On 22 February 2017, an engineer who worked for Garmin, who happened to be Indian, was shot and killed in a hate crime. A bystander who intervened was severely injured. The public response was immediate and overwhelming. A crowdfunding project was set up for the engineer’s widow and children, and within 7 days 18 000 people had contributed nearly $700 000. A similar project was set up for the hospitalised victim, the $450 000 will cover his hospital bills. The majority of people who contributed were strangers from all around the world who contributed as little as $5 to express their outrage and condolences. This is the power of crowdfunding.

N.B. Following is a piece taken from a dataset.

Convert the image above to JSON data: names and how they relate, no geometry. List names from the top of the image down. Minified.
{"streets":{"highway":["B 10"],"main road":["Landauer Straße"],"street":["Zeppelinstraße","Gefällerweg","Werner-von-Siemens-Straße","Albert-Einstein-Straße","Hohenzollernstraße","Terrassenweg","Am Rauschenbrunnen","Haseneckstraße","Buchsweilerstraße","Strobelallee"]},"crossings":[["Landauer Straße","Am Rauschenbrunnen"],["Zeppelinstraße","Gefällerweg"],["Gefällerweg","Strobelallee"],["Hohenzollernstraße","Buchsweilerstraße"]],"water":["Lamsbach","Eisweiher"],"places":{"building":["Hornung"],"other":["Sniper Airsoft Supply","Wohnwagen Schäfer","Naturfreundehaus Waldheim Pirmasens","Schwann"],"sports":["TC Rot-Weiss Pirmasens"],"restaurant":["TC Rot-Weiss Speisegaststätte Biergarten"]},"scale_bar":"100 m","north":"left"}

The new sharing (and caring) economy
Traditionally, when you needed a loan for your bright idea, you approached your bank manager, cap in hand, asking for an advance or a loan. Your chances of success were low. You had better luck borrowing from friends and family, especially if they had helped before and seen some benefit from the loan, or at least got their money back. Then along came the Internet and the rise of social media. Suddenly there was very cheap access to millions of people who could be encouraged to invest, loan or donate to a project or cause that interested or excited them. Initially, money was raised for musicians, artists and their events, leading to Artistshare being incorporated in 2001. The rise of other crowdfunding platforms only really took off less than ten years ago, with names like Indiegogo and Kickstarter appearing on the scene in 2008 and 2009. Since then, hundreds of other crowdfunding platforms have been developed, raising money for a variety of reasons.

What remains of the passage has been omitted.